DATA FOR THIS TASK: Begin

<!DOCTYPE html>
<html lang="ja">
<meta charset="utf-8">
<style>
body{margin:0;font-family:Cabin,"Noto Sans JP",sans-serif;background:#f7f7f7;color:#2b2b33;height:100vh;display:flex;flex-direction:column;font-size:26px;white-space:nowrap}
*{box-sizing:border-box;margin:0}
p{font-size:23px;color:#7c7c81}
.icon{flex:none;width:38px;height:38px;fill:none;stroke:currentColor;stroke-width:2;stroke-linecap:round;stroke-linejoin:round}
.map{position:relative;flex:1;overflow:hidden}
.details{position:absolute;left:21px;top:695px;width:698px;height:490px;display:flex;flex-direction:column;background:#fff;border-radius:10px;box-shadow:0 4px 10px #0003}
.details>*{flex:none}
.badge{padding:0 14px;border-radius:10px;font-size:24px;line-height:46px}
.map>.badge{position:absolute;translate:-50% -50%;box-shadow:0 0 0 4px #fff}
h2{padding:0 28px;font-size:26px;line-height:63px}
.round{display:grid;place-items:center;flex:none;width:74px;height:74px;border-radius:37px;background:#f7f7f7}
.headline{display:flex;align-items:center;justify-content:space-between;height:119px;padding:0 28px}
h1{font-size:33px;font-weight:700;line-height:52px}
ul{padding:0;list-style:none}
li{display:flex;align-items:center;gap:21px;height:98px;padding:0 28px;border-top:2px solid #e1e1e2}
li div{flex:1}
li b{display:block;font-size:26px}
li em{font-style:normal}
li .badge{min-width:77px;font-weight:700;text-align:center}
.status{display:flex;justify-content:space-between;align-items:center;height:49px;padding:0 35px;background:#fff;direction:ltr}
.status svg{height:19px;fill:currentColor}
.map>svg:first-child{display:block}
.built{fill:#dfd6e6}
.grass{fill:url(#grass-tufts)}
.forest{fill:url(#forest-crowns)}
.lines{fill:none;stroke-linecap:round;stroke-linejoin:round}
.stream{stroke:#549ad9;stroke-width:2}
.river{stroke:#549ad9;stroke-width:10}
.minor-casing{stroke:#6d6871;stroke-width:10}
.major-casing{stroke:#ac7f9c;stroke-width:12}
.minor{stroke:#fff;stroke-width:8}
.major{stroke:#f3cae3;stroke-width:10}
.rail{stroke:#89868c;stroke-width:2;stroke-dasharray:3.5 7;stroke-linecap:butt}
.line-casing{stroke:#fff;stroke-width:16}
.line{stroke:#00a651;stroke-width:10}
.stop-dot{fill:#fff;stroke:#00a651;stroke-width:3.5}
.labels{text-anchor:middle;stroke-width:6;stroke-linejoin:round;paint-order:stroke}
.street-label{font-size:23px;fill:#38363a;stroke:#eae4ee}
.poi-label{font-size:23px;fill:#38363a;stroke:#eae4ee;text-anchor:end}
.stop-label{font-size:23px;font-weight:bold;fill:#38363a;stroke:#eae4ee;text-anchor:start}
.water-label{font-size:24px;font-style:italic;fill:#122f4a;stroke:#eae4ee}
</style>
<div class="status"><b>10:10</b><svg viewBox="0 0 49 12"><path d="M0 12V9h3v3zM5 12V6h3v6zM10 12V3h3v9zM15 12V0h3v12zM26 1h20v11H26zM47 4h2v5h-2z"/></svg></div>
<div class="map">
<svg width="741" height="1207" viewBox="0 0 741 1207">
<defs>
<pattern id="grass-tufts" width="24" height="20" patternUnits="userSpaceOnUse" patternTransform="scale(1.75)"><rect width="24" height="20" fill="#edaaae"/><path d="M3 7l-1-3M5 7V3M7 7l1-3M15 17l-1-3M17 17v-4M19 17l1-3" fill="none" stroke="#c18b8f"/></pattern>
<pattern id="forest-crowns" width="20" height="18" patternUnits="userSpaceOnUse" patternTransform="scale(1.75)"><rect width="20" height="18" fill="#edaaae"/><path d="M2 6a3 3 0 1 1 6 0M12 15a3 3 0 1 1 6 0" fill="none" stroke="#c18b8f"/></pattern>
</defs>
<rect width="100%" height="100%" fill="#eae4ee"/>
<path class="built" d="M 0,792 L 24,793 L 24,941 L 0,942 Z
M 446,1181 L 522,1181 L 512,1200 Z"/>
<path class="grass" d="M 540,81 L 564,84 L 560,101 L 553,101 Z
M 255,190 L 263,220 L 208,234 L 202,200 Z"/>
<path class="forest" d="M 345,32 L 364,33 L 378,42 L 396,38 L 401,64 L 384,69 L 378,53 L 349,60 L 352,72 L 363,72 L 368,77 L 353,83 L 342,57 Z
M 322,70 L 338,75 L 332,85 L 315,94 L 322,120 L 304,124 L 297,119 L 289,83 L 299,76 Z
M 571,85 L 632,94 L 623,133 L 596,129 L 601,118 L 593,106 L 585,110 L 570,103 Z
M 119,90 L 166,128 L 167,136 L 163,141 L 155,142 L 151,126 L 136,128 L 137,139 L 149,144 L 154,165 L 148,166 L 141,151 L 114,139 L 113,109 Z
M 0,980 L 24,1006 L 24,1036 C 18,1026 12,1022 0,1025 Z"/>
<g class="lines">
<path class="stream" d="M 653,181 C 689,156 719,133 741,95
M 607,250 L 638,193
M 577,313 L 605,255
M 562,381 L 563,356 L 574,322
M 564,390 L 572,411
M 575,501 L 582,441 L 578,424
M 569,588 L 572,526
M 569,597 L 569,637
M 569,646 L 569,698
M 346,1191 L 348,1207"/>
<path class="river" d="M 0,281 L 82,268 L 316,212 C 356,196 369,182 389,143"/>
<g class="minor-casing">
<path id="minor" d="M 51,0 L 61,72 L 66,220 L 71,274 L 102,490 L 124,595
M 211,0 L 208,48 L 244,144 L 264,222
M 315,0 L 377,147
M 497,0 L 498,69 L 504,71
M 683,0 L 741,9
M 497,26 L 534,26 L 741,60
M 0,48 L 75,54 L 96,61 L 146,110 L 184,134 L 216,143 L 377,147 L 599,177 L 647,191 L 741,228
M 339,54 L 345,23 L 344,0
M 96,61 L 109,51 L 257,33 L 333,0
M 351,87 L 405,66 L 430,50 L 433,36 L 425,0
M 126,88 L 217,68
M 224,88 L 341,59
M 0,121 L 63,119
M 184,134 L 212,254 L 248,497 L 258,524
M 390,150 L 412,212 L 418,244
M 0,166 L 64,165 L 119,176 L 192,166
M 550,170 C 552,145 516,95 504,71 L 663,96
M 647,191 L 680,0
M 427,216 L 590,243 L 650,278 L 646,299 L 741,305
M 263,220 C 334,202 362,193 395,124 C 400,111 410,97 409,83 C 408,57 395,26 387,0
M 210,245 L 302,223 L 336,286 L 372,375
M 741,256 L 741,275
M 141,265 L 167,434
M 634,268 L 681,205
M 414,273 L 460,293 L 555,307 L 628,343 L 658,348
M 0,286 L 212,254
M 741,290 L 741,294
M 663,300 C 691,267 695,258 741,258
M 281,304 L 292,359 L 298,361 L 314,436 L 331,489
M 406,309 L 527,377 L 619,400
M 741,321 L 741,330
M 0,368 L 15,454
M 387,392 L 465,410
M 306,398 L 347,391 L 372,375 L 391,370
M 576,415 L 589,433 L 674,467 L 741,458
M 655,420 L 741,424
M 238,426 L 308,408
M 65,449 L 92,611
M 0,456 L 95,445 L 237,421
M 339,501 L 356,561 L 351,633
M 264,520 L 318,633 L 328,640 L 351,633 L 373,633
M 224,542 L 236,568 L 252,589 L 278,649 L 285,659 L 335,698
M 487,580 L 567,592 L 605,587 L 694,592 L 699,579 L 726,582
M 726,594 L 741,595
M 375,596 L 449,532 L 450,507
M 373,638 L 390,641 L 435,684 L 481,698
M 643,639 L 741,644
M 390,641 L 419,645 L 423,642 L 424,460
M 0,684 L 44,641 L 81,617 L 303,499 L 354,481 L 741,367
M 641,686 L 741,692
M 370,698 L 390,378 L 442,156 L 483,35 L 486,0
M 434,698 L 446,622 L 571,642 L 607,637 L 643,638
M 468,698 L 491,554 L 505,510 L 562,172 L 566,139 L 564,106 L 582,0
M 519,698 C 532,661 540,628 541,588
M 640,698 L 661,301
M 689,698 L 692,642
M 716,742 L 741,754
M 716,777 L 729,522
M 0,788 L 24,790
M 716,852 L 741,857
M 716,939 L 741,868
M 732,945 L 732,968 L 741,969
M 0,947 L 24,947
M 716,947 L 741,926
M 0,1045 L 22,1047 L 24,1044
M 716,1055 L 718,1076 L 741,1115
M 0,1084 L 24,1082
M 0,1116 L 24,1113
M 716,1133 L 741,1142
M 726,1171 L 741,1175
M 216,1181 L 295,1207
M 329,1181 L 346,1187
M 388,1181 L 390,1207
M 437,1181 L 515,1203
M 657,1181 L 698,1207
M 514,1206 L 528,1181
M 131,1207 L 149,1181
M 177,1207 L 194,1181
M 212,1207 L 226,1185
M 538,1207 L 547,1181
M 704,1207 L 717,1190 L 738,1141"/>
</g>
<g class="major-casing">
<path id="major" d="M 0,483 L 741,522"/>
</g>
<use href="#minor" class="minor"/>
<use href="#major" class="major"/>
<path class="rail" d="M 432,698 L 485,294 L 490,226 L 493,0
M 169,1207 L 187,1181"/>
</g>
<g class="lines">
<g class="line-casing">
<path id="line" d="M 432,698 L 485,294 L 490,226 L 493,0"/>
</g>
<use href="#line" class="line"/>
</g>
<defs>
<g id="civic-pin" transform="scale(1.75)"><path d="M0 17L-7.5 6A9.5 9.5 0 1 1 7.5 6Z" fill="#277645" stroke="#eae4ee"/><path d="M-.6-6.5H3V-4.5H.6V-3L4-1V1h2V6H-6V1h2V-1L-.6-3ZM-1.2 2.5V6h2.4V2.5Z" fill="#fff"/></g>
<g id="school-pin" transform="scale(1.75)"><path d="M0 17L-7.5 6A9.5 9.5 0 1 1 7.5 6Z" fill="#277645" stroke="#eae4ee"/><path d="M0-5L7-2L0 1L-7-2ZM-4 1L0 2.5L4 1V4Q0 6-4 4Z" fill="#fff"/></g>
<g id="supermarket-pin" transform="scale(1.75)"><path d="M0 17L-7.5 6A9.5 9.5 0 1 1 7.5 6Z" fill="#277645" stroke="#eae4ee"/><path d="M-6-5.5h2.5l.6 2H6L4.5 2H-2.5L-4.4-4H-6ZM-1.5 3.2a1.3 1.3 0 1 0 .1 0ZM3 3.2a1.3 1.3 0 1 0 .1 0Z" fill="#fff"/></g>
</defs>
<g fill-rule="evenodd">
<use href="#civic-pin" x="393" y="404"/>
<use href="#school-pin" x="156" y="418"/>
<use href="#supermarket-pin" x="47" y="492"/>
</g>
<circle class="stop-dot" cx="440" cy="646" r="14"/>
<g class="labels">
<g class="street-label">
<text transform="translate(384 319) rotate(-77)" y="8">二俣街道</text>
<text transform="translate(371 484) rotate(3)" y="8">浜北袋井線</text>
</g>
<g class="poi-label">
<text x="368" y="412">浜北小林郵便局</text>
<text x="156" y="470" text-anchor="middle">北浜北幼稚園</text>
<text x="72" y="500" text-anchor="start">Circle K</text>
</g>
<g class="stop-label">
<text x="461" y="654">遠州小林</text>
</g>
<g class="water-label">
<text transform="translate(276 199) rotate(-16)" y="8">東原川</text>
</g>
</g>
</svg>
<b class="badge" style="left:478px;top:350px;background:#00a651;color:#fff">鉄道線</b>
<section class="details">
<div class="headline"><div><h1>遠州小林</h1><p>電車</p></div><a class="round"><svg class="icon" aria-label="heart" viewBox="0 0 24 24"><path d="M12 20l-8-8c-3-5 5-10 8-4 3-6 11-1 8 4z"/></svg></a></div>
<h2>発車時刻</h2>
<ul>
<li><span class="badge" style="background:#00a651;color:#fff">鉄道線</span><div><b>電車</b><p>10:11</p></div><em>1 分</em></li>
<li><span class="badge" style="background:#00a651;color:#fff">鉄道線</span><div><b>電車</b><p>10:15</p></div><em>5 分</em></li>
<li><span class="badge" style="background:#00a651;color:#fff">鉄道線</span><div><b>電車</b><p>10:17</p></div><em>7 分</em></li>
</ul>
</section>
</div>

DATA FOR THIS TASK: End

Report how many lines in the listing include the word "linecap". Give nothing but the count.

3